In Ethiopia, the government expressed its commitment to ending FGM/C and child marriage by the year 2025 at the London Girls’ Summit in 2014 and committed itself to reducing the practice to 0.5 per cent by 2020 in the Growth and Transformation Plan. The Government has also taken key programmatic actions which include endorsement of the National Strategy and Action Plan on Harmful Traditional Practices against Women and Children as well as establishment of the National Alliance to End Child Marriage and FGM/C.
“We have seen that rates of female genital mutilation can drop rapidly in places where the issue is taken on wholeheartedly by governments, by communities, by families. Where social norms are confronted, village by village, where medical professionals come together to oppose the practice, where laws are enacted to make it a crime and where those laws are enforced. Where wider access to health, education and legal services ensure sustainable change. Where girls and women are protected and empowered to make their voices heard,” said Ms. Bettina Maas, UNFPA representative to Ethiopia.
The Sustainable Development Goals recognize that female genital mutilation undermines progress towards a more equal, just, and prosperous world. They set an ambitious target of eliminating all such harmful practices against girls and women by 2030. UNICEF and UNFPA globally devoted the theme of the year 2018 – “Ending Female Genital Mutilation is a political decision” – to engaging government bodies and policy makers to join efforts.

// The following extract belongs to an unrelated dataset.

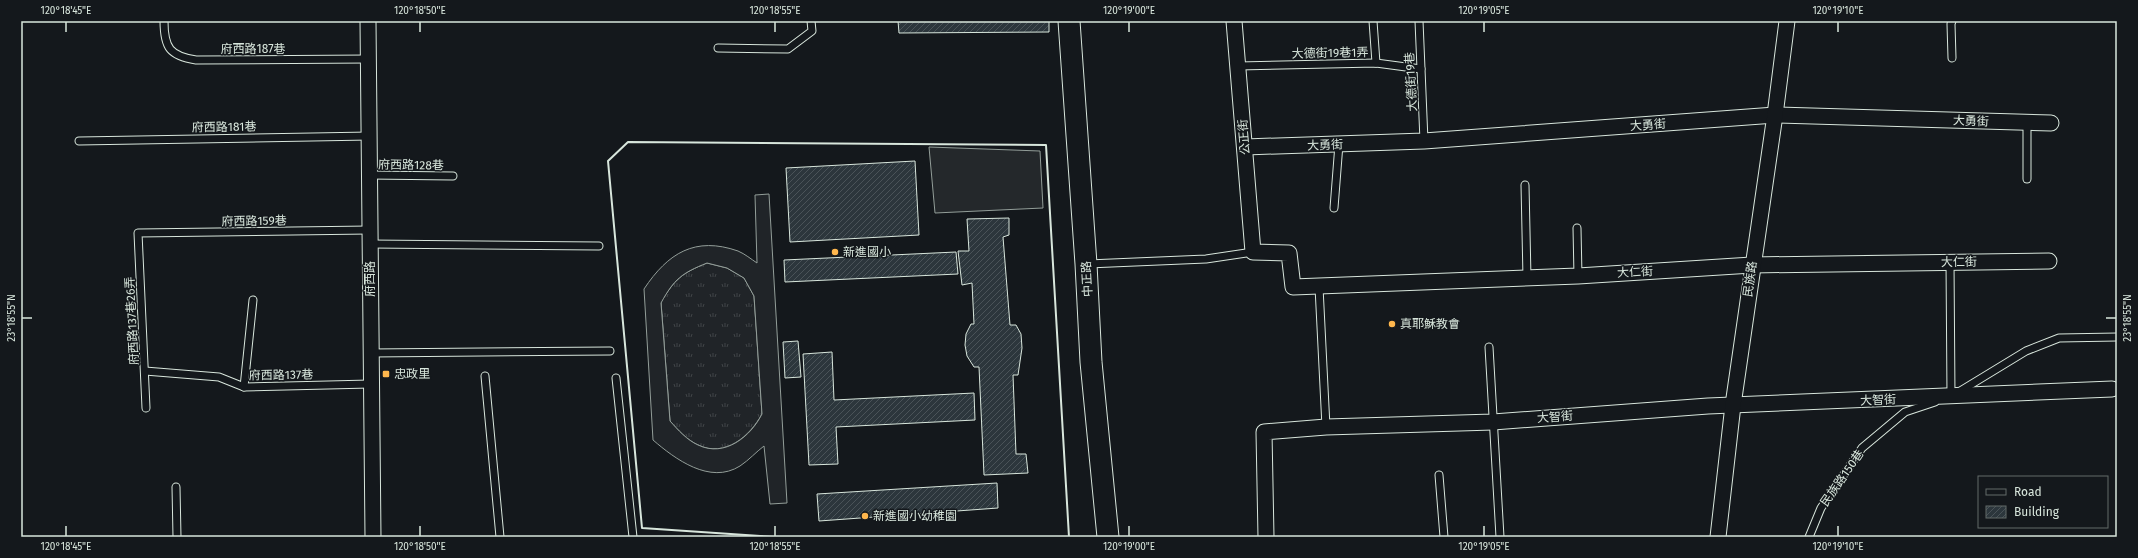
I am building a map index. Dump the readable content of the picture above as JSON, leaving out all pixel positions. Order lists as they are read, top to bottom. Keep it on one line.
{"streets":{"street":["大勇街","公正街","大仁街","府西路","中正路","民族路","大智街","民族路150巷"],"lane":["府西路187巷","大德街19巷1弄","大德街19巷","府西路181巷","府西路128巷","府西路159巷","府西路137巷26弄","府西路137巷"]},"crossings":[["府西路187巷","府西路"],["大德街19巷1弄","大德街19巷"],["大德街19巷1弄","公正街"],["大德街19巷","大勇街"],["大勇街","公正街"],["大勇街","民族路"],["府西路181巷","府西路"],["公正街","大仁街"],["府西路128巷","府西路"],["府西路159巷","府西路"],["府西路159巷","府西路137巷26弄"],["大仁街","民族路"],["府西路","府西路137巷"],["民族路","大智街"],["府西路137巷26弄","府西路137巷"],["大智街","民族路150巷"]],"places":{"other":["新進國小","真耶穌教會","新進國小幼稚園"],"transit":["忠政里"]},"legend":["Road","Building"],"coordinates":["120°18'45\"E","120°18'50\"E","120°18'55\"E","120°19'00\"E","120°19'05\"E","120°19'10\"E","23°18'55\"N"]}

The 2016 Ethiopia Demographic and Health Survey shows a declining trend in FGM/C from 74 percent in 2005 to 65 per cent in 2015 in the age group 15-49 years, and from 62.1 percent to 47 percent in the 15-19 year old age group. The survey also shows a more significant decrease in the younger age cohort compared to the older: prevalence is 75 percent in the age group 35-49 years, 59 percent in the 20-24 year age group, and 47 per cent in 15-19 year olds.